HCIR Challenge

Aims

The aims of the challenge were to encourage researchers and practitioners to build and demonstrate information access systems satisfying at least one of the following:

    • Not only deliver relevant documents, but provide facilities for making meaning with those documents.
    • Increase user responsibility as well as control; that is, the systems require and reward human effort.
    • Offer the flexibility to adapt to user knowledge / sophistication / information need.
    • Are engaging and fun to use.

There was no need to build a new system for the challenge. Participants may also report on the use of existing systems. All entries must use the challenge data set. Interface sketches, mockups, wireframes, etc. are not permitted.

Data

The data set used was the New York Times (NYT) Annotated Corpus. The corpus is a collection of over 1.8 million articles annotated with rich metadata published by The NYT between January 1, 1987 and July 19, 2007. Use of the NYT corpus for the HCIR challenge was appealing for several reasons:

    • The content is broadly accessible without any special domain expertise.
    • The annotations are rich enough to support rich interactive approaches without requiring sophisticated information extraction techniques.
    • The size of the collection is large enough to be interesting without being so large as to cause scale challenges.

The focus of the challenge was on the development or use of interactive techniques not on data wrangling. As such, we indexed the collection and provided a baseline retrieval system. The NYT corpus was available to challenge participants free of charge thanks to the generosity of the Linguistic Data Consortium (LDC). We are very grateful to the LDC for covering the cost of shipping The NYT corpus to challenge participants.

Baseline

A baseline search system for The NYT corpus can be built using Solr. Solr scripts for building a searchable index of The NYT corpus are available here.

Task Scenarios

A pilot evaluation of the system was optional. Participants were requested to consider some or all task scenarios from a set of historical exploration tasks based on the NYT corpus:

  • Learn about a topic that has a long history:
      • Draw a rough chart of how has subway crime in New York varied over the past two decades.
      • Draw a rough chart of how the price of a slice of pizza in New York varied over the past two decades.
  • Understand the competing perspectives on a controversial topic:
      • Enumerate the main arguments that have been made for and against rent control in New York.
      • Enumerate the main arguments that have been made for and against the impeachment of U.S. president Bill Clinton.
  • Answer a question that requires looking at more than one document:
      • Enumerate the major venues in New York City that offer free concerts.
      • Determine if a member of the Communist party has ever held a legislative or executive post in New York State.

Challenge Reports

Each participant in the HCIR challenge submitted a four-page challenge report describing their work. All accepted challenge papers were included in the proceedings.
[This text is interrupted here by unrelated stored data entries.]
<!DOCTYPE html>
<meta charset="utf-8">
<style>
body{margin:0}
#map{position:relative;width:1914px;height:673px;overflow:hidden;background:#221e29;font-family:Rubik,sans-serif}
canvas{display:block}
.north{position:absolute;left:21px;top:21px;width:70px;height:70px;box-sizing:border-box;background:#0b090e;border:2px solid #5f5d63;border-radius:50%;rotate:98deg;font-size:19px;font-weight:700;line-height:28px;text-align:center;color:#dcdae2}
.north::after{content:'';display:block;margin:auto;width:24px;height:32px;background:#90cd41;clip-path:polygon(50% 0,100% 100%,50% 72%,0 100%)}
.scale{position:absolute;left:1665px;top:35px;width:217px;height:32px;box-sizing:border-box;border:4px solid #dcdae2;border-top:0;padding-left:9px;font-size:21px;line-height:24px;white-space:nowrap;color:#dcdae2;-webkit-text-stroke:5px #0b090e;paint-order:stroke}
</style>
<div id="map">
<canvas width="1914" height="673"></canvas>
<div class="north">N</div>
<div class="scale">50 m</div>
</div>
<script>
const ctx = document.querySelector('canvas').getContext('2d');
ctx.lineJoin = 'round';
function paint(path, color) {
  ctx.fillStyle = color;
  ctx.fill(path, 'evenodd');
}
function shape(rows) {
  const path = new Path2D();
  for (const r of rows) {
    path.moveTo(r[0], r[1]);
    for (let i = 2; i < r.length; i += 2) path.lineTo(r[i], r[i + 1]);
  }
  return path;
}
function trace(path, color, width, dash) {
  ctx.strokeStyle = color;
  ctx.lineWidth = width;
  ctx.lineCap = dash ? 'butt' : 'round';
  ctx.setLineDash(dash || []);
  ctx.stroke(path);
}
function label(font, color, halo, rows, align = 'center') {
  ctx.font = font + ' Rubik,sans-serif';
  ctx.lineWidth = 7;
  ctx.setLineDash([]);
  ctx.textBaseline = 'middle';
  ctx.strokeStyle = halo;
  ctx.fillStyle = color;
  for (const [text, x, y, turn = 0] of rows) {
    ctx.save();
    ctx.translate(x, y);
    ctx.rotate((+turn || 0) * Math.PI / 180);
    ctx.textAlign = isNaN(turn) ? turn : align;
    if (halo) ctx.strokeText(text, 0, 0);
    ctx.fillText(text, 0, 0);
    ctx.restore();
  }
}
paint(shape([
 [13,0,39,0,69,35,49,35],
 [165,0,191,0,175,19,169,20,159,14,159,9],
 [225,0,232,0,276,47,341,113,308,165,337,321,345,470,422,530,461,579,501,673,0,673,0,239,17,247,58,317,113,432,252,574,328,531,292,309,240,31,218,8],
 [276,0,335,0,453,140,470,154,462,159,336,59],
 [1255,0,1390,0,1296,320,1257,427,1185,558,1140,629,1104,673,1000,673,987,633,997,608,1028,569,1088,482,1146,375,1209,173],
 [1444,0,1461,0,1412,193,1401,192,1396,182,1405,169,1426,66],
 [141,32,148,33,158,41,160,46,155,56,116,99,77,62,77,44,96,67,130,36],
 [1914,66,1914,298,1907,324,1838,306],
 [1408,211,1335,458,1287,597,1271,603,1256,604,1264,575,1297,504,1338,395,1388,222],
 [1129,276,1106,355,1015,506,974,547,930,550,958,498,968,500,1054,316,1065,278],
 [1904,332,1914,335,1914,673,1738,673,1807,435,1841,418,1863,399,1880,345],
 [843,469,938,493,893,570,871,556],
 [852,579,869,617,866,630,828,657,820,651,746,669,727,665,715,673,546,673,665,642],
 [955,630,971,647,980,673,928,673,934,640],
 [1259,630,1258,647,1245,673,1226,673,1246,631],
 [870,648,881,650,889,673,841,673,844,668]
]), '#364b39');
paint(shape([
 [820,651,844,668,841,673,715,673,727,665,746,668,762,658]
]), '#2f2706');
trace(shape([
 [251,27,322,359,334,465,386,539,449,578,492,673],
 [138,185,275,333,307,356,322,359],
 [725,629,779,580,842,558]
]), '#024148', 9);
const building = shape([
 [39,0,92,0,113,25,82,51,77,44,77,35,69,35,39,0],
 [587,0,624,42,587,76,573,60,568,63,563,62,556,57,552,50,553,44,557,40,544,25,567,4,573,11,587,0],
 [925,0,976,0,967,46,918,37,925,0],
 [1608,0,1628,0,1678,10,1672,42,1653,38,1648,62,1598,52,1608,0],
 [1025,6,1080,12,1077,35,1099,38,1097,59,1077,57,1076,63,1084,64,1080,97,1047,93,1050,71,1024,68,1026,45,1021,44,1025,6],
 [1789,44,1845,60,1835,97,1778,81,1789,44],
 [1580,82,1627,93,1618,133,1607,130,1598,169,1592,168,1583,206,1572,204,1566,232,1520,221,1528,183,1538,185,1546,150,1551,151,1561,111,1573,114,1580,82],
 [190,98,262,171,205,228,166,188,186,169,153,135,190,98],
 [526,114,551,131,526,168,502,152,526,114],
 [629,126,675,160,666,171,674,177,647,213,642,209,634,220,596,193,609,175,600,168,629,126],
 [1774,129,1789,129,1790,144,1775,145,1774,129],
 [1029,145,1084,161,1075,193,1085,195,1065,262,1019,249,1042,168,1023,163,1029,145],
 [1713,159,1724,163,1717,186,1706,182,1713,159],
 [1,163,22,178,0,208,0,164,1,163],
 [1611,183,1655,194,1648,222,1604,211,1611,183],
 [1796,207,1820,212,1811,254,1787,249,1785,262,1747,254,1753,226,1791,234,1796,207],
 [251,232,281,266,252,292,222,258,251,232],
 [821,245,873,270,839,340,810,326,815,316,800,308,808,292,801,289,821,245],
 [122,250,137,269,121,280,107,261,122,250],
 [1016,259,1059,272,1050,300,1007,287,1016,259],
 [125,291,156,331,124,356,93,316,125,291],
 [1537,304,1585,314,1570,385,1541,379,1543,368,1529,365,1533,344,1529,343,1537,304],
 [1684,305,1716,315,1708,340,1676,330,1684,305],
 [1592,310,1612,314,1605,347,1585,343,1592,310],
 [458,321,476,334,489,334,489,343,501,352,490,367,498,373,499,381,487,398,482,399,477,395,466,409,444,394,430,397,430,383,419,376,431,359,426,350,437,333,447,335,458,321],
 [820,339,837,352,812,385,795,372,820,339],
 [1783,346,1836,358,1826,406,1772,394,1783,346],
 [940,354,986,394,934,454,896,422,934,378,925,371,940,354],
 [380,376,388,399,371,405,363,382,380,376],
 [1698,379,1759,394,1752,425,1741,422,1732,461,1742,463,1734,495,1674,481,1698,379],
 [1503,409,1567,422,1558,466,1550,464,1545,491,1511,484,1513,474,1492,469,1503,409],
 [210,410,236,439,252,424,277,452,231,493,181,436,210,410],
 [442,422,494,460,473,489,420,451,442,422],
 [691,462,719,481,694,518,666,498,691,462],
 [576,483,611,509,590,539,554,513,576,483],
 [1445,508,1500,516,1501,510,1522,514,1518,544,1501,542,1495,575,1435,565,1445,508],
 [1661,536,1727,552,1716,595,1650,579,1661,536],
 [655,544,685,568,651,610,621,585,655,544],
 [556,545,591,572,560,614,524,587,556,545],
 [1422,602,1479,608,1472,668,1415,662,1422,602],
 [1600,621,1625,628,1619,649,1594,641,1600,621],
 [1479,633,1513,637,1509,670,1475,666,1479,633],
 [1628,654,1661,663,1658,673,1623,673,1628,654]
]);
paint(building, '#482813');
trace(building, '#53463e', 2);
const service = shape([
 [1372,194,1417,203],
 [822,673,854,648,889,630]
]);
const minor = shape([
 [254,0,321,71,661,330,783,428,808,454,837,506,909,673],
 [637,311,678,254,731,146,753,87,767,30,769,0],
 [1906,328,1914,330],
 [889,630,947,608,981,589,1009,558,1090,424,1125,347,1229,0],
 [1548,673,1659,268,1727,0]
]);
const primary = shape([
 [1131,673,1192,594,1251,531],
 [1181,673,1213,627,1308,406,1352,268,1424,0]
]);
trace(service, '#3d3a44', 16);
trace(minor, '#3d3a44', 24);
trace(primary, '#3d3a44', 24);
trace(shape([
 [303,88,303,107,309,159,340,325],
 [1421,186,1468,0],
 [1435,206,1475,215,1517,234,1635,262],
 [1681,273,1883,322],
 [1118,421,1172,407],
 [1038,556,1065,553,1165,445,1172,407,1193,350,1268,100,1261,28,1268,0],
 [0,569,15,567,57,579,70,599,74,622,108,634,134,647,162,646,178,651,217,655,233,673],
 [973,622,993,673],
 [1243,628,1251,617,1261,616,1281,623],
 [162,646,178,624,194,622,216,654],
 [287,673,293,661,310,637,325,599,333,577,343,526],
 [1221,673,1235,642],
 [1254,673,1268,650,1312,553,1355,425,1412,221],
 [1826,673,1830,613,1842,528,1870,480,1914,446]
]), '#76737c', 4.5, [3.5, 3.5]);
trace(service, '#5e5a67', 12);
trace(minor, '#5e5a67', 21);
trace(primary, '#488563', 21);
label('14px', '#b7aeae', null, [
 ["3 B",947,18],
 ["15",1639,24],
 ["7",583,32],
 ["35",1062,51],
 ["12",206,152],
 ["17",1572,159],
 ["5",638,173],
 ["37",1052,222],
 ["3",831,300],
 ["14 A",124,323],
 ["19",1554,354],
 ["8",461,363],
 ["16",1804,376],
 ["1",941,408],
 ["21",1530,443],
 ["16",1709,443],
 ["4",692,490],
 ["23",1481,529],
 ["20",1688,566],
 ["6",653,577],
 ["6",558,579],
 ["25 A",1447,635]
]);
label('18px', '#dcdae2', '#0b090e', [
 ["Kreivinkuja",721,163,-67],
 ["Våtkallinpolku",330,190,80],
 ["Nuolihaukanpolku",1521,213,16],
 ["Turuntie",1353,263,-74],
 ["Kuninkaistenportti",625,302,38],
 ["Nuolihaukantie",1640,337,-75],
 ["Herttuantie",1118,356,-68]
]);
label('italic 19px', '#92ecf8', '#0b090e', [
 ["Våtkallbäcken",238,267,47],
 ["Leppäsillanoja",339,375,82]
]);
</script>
At the workshop, participants presented their systems so that attendees could evaluate them based on the following HCIR evaluation criteria:

    • Effectiveness: Is a user able to complete the task?
    • Efficiency: How efficiently does the user complete the task?
    • Control: To what extent does the system give the user control over the information seeking process?
    • Transparency: Does the user understand what the system is doing?
    • Guidance: How much direction does the system provide to help the user refine their search strategy or reach their search goal?
    • Fun: Is the system engaging and fun to use?

Participants

Search for Journalists: New York Times Challenge Report

Corrado Boscarino, Arjen P. de Vries, and Wouter Alink (Centrum Wiskunde and Informatica)
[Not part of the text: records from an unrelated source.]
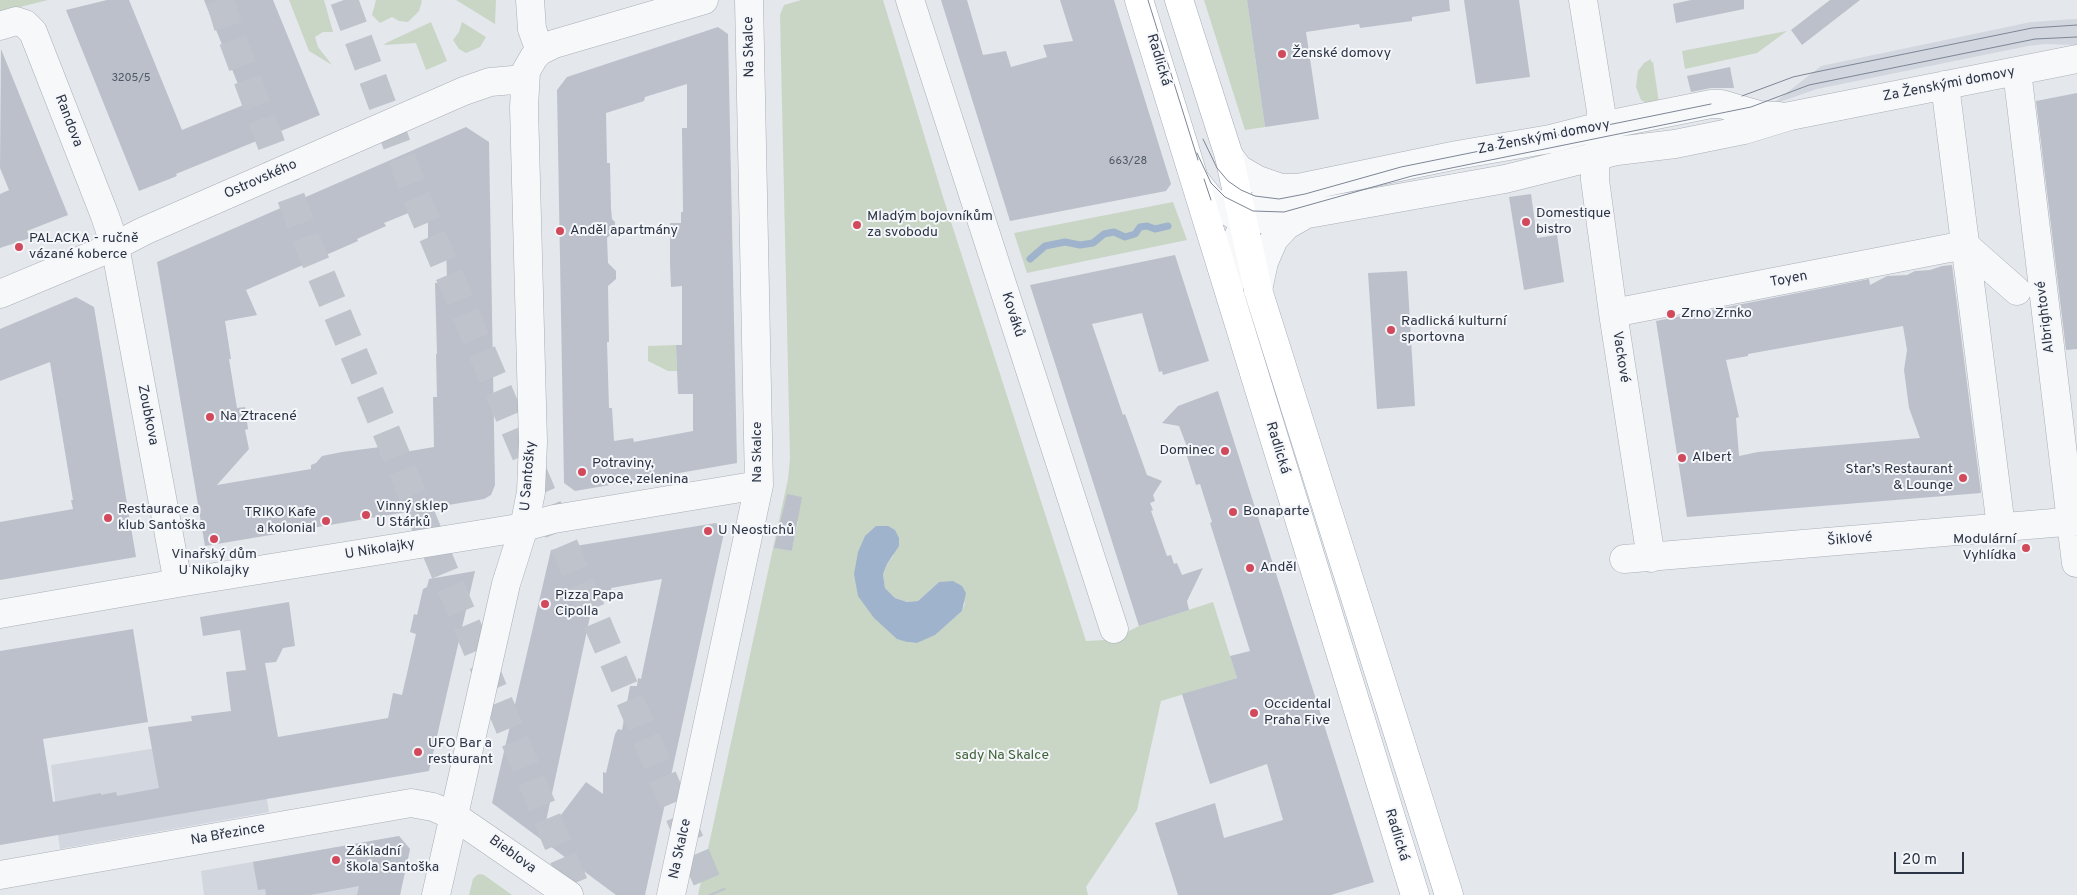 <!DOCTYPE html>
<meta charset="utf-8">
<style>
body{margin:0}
#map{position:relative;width:2077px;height:895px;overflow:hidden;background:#e4e7ec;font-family:Overpass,sans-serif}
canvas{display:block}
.scale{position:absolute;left:1894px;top:852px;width:70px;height:22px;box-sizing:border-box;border:2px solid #2b3445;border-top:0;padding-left:6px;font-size:15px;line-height:18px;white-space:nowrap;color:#2b3445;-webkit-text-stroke:4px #f4f6f9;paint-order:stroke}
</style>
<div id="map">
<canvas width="2077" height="895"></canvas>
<div class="scale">20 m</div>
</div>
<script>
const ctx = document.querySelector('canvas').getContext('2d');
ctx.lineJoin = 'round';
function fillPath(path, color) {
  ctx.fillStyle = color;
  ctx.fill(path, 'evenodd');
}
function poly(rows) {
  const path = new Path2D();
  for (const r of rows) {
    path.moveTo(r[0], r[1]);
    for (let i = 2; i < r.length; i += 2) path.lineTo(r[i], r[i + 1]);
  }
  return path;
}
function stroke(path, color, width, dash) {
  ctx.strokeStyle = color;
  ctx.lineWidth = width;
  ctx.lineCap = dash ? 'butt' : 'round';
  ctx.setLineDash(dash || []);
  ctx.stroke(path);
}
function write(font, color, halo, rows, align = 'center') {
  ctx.font = font + ' Overpass,sans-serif';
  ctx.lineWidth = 4;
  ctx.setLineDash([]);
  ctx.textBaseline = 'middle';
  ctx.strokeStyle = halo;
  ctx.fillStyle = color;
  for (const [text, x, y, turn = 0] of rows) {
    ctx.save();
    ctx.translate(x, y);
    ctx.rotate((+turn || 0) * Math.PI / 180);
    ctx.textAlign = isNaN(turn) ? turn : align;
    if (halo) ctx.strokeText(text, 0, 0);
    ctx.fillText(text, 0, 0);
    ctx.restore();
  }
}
fillPath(poly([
 [2074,19,2077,19,2077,45,2045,44,2028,46,1817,89,1771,105,1821,66,2031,22],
 [256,732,269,812,60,849,54,807,55,800,51,765],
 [399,836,410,849,400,895,204,895,201,871]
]), '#d2d6de');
fillPath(poly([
 [0,0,48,0,0,12],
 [289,0,324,0,333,32,323,32,315,37,318,47,332,65,309,51],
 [376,0,421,0,422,1,419,11,408,22,399,21,392,17,380,23,372,15],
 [456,0,496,0,495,24],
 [801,0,883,0,943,197,1086,641,1105,640,1117,637,1139,626,1213,602,1237,678,1161,701,1137,810,1086,887,1088,895,698,895,788,479,790,459,780,15,784,5],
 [782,518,798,521,792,551,775,548],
 [858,552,894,555,887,564,883,574,885,588,895,598,907,602,918,601,939,582,965,603,962,611,935,634,917,643,907,642],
 [1204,0,1247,0,1265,127,1245,130],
 [431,22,447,61,426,70,416,43,384,45,386,43],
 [462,22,486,37,480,47,466,53,459,49,453,40,459,32],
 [1787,31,1757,53,1685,69,1682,51],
 [1651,59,1651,62,1653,62,1659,103,1654,108,1641,100,1636,87,1638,71,1644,63],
 [1173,202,1187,240,1027,273,1014,233],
 [676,345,677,371,668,371,648,361,648,346],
 [480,874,484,875,512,895,469,895,473,879,477,875]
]), '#c9d6c5');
fillPath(poly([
 [876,526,888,526,895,530,899,538,899,546,887,564,883,574,885,588,895,598,907,602,918,601,939,582,953,581,962,586,966,593,962,611,935,635,917,643,907,642,897,639,874,618,858,596,854,574,858,552,865,536]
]), '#9fb4cc');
stroke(poly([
 [1030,259,1045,246,1065,242,1080,245,1093,243,1104,234,1114,232,1125,237,1135,234,1140,227,1147,226,1155,229,1168,226]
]), '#9fb4cc', 7);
fillPath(poly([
 [107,0,129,0,182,130,246,104,204,0,273,0,320,115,176,174,177,176,139,191,66,10],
 [941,0,967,0,983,55,1006,51,1011,67,1047,57,1043,45,1073,41,1060,0,1114,0,1171,184,1166,191,1010,221],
 [1247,0,1449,0,1450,11,1412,17,1412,21,1360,28,1359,24,1306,32,1319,119,1265,127],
 [1464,0,1519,0,1530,77,1476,84],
 [1691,0,1744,0,1744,9,1676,23,1673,4],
 [1830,0,1860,0,1802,45,1791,30],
 [718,27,728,34,737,463,575,491,564,483,557,90,567,77],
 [687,84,687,128,682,128,683,212,681,212,681,223,670,223,670,264,671,287,682,286,682,345,676,345,678,394,693,394,693,431,634,442,633,438,614,441,612,408,609,408,607,342,609,342,608,286,616,279,616,271,608,263,607,238,615,230,615,222,612,219,611,208,610,163,607,163,606,113,644,101,645,97],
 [1,49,68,215,27,231,30,238,0,248,0,194,9,190,0,168],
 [1730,67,1734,88,1711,88,1691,92,1687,76],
 [2077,93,2077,349,2066,350,2036,101],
 [466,127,489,142,495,485,491,495,484,499,205,546,157,262],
 [428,205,428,238,446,238,447,283,435,283,437,354,436,354,437,397,433,397,434,447,381,456,380,447,342,452,322,456,316,463,311,465,311,469,217,485,249,449,245,430,248,429,245,407,237,408,229,359,231,359,225,321,257,315,246,290,358,241,357,239,386,226,384,223],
 [1531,194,1537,238,1557,235,1564,282,1524,290,1509,197],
 [1175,255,1209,361,1163,375,1162,371,1159,372,1142,313,1092,324,1123,415,1125,414,1147,475,1162,481,1153,495,1155,501,1150,503,1153,510,1151,511,1167,556,1171,555,1174,564,1177,563,1182,575,1203,568,1187,601,1189,610,1139,626,1030,285],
 [1952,265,1981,493,1687,517,1656,321,1869,279,1870,285,1887,276,1907,275,1915,271,1930,270,1942,266],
 [1903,326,1907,350,1904,370,1909,408,1920,438,1758,452,1739,456,1736,418,1739,417,1726,360,1748,356,1748,354],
 [1407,271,1415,406,1377,409,1368,273],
 [76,297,94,307,136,557,0,580,0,522,73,509,71,500,73,500,50,362,0,381,0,329],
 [1218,391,1374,882,1331,895,1178,895,1155,823,1215,803,1224,838,1283,820,1267,764,1210,784,1182,694,1237,678,1230,656,1250,651,1210,523,1212,522,1200,484,1196,485,1186,453,1189,452,1179,426,1162,423,1178,406],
 [787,494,802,497,792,551,774,548],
 [716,523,724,533,645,895,616,895,492,803,551,550],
 [662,579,641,679,638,678,637,686,630,686,622,730,618,729,615,734,606,773,603,772,603,794,586,782,542,840,594,598,612,595,611,588],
 [475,571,429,771,0,845,0,651,133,629,148,722,43,739,53,802,101,793,101,795,116,792,117,796,159,788,148,727,192,721,191,716,231,711,226,672,246,670,240,630,203,636,200,617,289,602,295,646,283,648,276,662,265,663,278,737,388,718,393,693,402,695,416,634,410,632,414,614,417,615,423,589,427,587,429,579],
 [399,836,410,849,400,895,357,895,359,886,310,895,266,895,265,889,258,890,253,862]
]), '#bbc0ca');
stroke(poly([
 [220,0,228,27,307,241,579,895],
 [344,0,416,197,713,895]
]), '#bfc3cb', 28, [28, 14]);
const minor = poly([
 [530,0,532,29,540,51],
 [910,0,1114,629],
 [1583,0,1601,111,1601,137,1595,168,1595,180,1613,313,1651,558],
 [0,26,16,21,25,24,33,32,105,216,115,246,178,583],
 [2017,71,2076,563],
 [1945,85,2001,527],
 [1229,156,1239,169,1258,180,1281,188,1297,188],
 [1195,180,1211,200,1234,215,1247,219,1280,219,1505,179,1617,151,1675,144,1744,130,1790,116,2077,59],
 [1965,245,2017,291],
 [1229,290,1229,275,1232,249,1247,219,1263,202,1298,188,1457,155,1550,139,1601,126,1711,104,1721,104,1759,115,1779,116],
 [1258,290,1264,262,1274,239,1287,225,1303,216],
 [0,294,115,246,144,231,464,91,490,82,525,79],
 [1613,313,1965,245],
 [1624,559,2077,521],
 [0,614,178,583,488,533,524,527,554,519,759,485],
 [0,875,411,803,433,807,454,816,569,895],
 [436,895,506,584,524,527,531,492,533,442,524,107,526,71,534,57,540,51,554,44,704,0],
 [671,895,759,485,749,0]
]);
const major = poly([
 [1139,0,1415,895],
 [1179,0,1229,156,1258,290,1449,895]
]);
stroke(minor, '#a9aeb7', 29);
stroke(major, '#a3abb8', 29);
stroke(minor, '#f7f8fa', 28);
stroke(major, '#fff', 28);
stroke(poly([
 [1148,0,1198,160],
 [1742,96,1793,77,1816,72,2032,28,2077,25],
 [1203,139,1217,168,1228,181,1241,190,1255,196,1279,199,1305,194,1401,167,1711,104],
 [1197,153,1211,183,1225,197,1253,211,1284,212,1412,176,1751,107,1809,85,2035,39,2077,37],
 [1204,179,1211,200]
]), '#7d8696', 1);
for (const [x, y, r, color] of [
 [1282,54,5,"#d1495b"],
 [1526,222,5,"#d1495b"],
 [857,225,5,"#d1495b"],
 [560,231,5,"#d1495b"],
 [19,247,5,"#d1495b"],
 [1671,314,5,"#d1495b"],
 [1391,330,5,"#d1495b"],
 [210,417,5,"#d1495b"],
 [1225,451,5,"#d1495b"],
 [1682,458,5,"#d1495b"],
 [582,472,5,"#d1495b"],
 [1963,478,5,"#d1495b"],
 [1233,512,5,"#d1495b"],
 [366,515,5,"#d1495b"],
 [108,518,5,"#d1495b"],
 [326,521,5,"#d1495b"],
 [708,531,5,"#d1495b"],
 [214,539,5,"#d1495b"],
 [2026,548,5,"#d1495b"],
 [1250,568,5,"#d1495b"],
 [545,604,5,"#d1495b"],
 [1254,713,5,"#d1495b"],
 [418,752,5,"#d1495b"],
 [336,860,5,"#d1495b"]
]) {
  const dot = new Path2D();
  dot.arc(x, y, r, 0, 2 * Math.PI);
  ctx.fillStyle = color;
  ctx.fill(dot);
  stroke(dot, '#f4f6f9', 2);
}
write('11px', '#4f5766', null, [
 ["3205/5",131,79],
 ["663/28",1128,162]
]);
write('14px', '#2b3445', '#f4f6f9', [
 ["Na Skalce",750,47,-91],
 ["Radlická",1158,60,73],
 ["Za Ženskými domovy",1949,85,-11],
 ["Randova",68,121,69],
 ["Za Ženskými domovy",1544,138,-11],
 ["Ostrovského",261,180,-24],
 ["Toyen",1789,280,-11],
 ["Kováků",1012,315,72],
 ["Albrightové",2046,317,-97],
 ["Vackové",1620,357,81],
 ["Zoubkova",147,415,79],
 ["Radlická",1277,448,73],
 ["Na Skalce",758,452,-90],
 ["U Santošky",529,476,-85],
 ["Šiklové",1850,540,-5],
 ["U Nikolajky",380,550,-9],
 ["Na Březince",228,835,-10],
 ["Radlická",1396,835,73],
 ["Na Skalce",681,849,-78],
 ["Bieblova",512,855,36]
]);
write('14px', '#2b3445', '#f4f6f9', [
 ["Ženské domovy",1292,54],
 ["Domestique",1536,214],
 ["bistro",1536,230],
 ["Mladým bojovníkům",867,217],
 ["za svobodu",867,233],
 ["Anděl apartmány",570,231],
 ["PALACKA - ručně",29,239],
 ["vázané koberce",29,255],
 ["Zrno Zrnko",1681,314],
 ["Radlická kulturní",1401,322],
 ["sportovna",1401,338],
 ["Na Ztracené",220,417],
 ["Dominec",1215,451,"right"],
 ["Albert",1692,458],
 ["Potraviny,",592,464],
 ["ovoce, zelenina",592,480],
 ["Star’s Restaurant",1953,470,"right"],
 ["& Lounge",1953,486,"right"],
 ["Vinný sklep",376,507],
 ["U Stárků",376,523],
 ["Restaurace a",118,510],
 ["klub Santoška",118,526],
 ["Bonaparte",1243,512],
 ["TRIKO Kafe",316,513,"right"],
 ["a kolonial",316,529,"right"],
 ["U Neostichů",718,531],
 ["Modulární",2016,540,"right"],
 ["Vyhlídka",2016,556,"right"],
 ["Vinařský dům",214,555,"center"],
 ["U Nikolajky",214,571,"center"],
 ["Anděl",1260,568],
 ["Pizza Papa",555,596],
 ["Cipolla",555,612],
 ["Occidental",1264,705],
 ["Praha Five",1264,721],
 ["UFO Bar a",428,744],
 ["restaurant",428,760],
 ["Základní",346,852],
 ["škola Santoška",346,868]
], 'left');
write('14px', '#3f6138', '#f4f6f9', [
 ["sady Na Skalce",1002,756]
]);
</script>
Exploring the New York Times Corpus with NewsClub

Christian Kohlschütter (Leibniz Universität Hannover)

Searching Through Time in the New York Times

Michael Matthews, Pancho Tolchinsky, Roi Blanco, Jordi Atserias, Peter Mika, and Hugo Zaragoza (Yahoo! Labs)

News Sync: Three Reasons to Visualize News Better

V.G. Vinod Vydiswaran (University of Illinois), Jeroen van den Eijkhof (University of Washington), Raman Chandrasekar (Microsoft Research), Ann Paradiso (Microsoft Research), and Jim St. George (Microsoft Research)

Custom Dimensions for Text Corpus Navigation

Vladimir Zelevinsky (Endeca Technologies)

A Retrieval System Based on Sentiment Analysis

Wei Zheng and Hui Fang (University of Delaware)

Winner

The winner of the HCIR 2010 Challenge was Searching Through Time in the New York Times, by Michael Matthews, Pancho Tolchinsky, Roi Blanco, Jordi Atserias, Peter Mika, and Hugo Zaragoza (Yahoo! Labs).

Acknowledgements

The organizers greatly appreciate the help of Evan Sandhaus and Tommy Chheng in volunteering their efforts to make the data available to HCIR Challenge participants.